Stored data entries
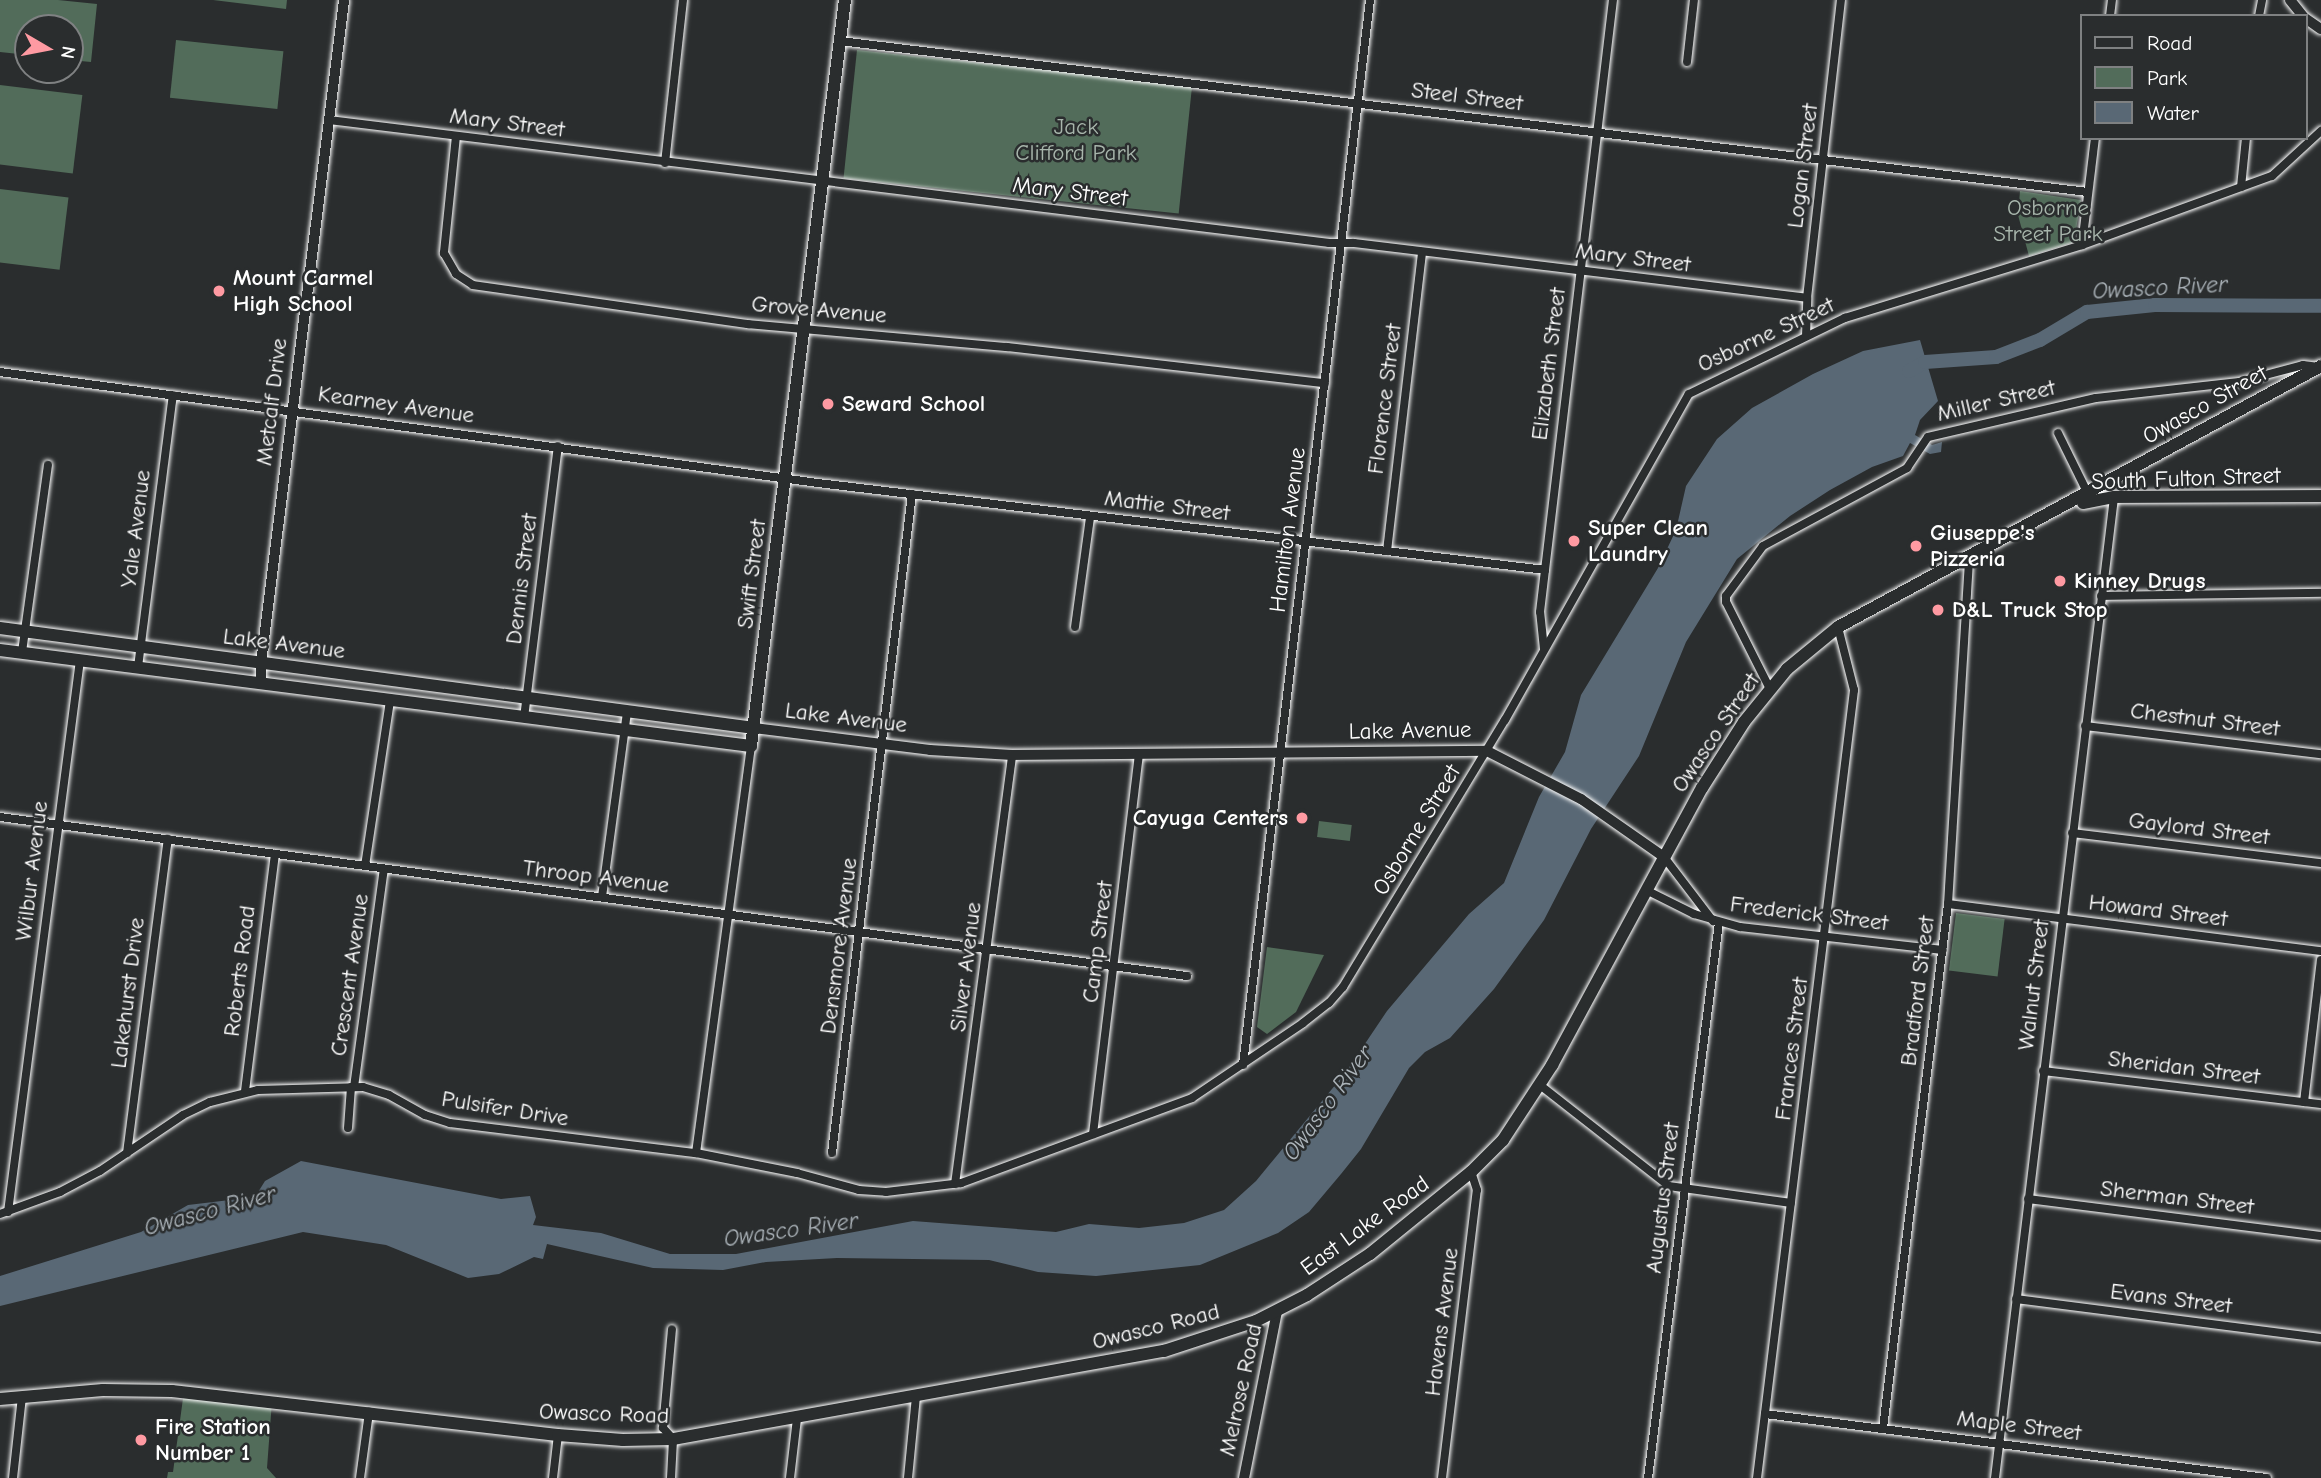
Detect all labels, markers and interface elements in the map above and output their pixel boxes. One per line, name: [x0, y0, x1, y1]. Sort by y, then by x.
north arrow: [14, 14, 84, 84]
legend: [2080, 14, 2307, 140]
text: Road: [2147, 31, 2192, 55]
text: N: [56, 44, 80, 60]
text: Park: [2147, 66, 2187, 90]
street label: Steel Street: [1410, 76, 1524, 118]
text: Water: [2147, 101, 2199, 125]
street label: Mary Street: [448, 102, 566, 144]
street label: Logan Street: [1782, 102, 1824, 230]
park label: Jack Clifford Park: [1015, 113, 1137, 167]
street label: Mary Street: [1011, 171, 1129, 213]
park label: Osborne Street Park: [1993, 194, 2103, 248]
street label: Mary Street: [1574, 237, 1692, 279]
place label: Mount Carmel High School: [233, 264, 373, 318]
water label: Owasco River: [2092, 270, 2228, 306]
marker: Mount Carmel High School: [211, 283, 227, 299]
street label: Elizabeth Street: [1526, 286, 1572, 442]
street label: Grove Avenue: [750, 290, 888, 330]
street label: Osborne Street: [1693, 291, 1839, 379]
street label: Florence Street: [1362, 322, 1408, 476]
street label: Metcalf Drive: [250, 337, 294, 467]
street label: Owasco Street: [2138, 359, 2272, 451]
street label: Miller Street: [1934, 374, 2058, 428]
street label: Kearney Avenue: [316, 380, 476, 430]
place label: Seward School: [842, 390, 985, 418]
marker: Seward School: [820, 396, 836, 412]
street label: Hamilton Avenue: [1264, 446, 1312, 614]
street label: South Fulton Street: [2091, 462, 2281, 496]
street label: Yale Avenue: [115, 469, 157, 589]
street label: Mattie Street: [1103, 485, 1231, 527]
street label: Dennis Street: [500, 512, 544, 646]
place label: Super Clean Laundry: [1588, 514, 1708, 568]
street label: Swift Street: [732, 518, 772, 630]
place label: Giuseppe's Pizzeria: [1930, 519, 2035, 573]
marker: Super Clean Laundry: [1566, 533, 1582, 549]
marker: Giuseppe's Pizzeria: [1908, 538, 1924, 554]
place label: Kinney Drugs: [2074, 567, 2205, 595]
marker: Kinney Drugs: [2052, 573, 2068, 589]
place label: D&L Truck Stop: [1952, 596, 2108, 624]
marker: D&L Truck Stop: [1930, 602, 1946, 618]
street label: Lake Avenue: [221, 623, 347, 665]
street label: Owasco Street: [1666, 668, 1766, 798]
street label: Lake Avenue: [783, 697, 909, 739]
street label: Chestnut Street: [2129, 697, 2281, 743]
street label: Lake Avenue: [1348, 716, 1472, 746]
street label: Osborne Street: [1367, 760, 1467, 900]
street label: Wilbur Avenue: [10, 799, 54, 943]
place label: Cayuga Centers: [1133, 804, 1288, 832]
street label: Gaylord Street: [2127, 807, 2271, 851]
marker: Cayuga Centers: [1294, 810, 1310, 826]
street label: Throop Avenue: [521, 854, 671, 900]
street label: Densmore Avenue: [814, 856, 864, 1036]
street label: Camp Street: [1077, 880, 1119, 1004]
street label: Howard Street: [2087, 889, 2229, 933]
street label: Frederick Street: [1728, 891, 1890, 937]
street label: Crescent Avenue: [325, 892, 375, 1058]
street label: Silver Avenue: [944, 901, 988, 1033]
street label: Roberts Road: [218, 904, 262, 1038]
street label: Bradford Street: [1895, 914, 1941, 1068]
street label: Lakehurst Drive: [105, 916, 151, 1070]
street label: Walnut Street: [2012, 918, 2056, 1052]
street label: Frances Street: [1770, 976, 1814, 1122]
water label: Owasco River: [1277, 1040, 1379, 1166]
street label: Sheridan Street: [2106, 1045, 2262, 1091]
street label: Pulsifer Drive: [439, 1085, 571, 1133]
street label: Augustus Street: [1640, 1121, 1686, 1275]
street label: East Lake Road: [1295, 1170, 1435, 1282]
street label: Sherman Street: [2099, 1175, 2255, 1221]
water label: Owasco River: [141, 1180, 279, 1242]
water label: Owasco River: [722, 1206, 860, 1254]
street label: Havens Avenue: [1419, 1246, 1465, 1398]
street label: Evans Street: [2109, 1278, 2233, 1320]
street label: Owasco Road: [1090, 1298, 1222, 1356]
street label: Melrose Road: [1213, 1321, 1269, 1459]
street label: Owasco Road: [539, 1398, 669, 1430]
street label: Maple Street: [1955, 1405, 2083, 1447]
place label: Fire Station Number 1: [155, 1413, 271, 1467]
marker: Fire Station Number 1: [133, 1432, 149, 1448]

*WHAT YOU ARE ASKED TO DO*.
Return each line in the records that holds the string "text".

*RESPONSE BOX*.
text: Road: [2147, 31, 2192, 55]
text: N: [56, 44, 80, 60]
text: Park: [2147, 66, 2187, 90]
text: Water: [2147, 101, 2199, 125]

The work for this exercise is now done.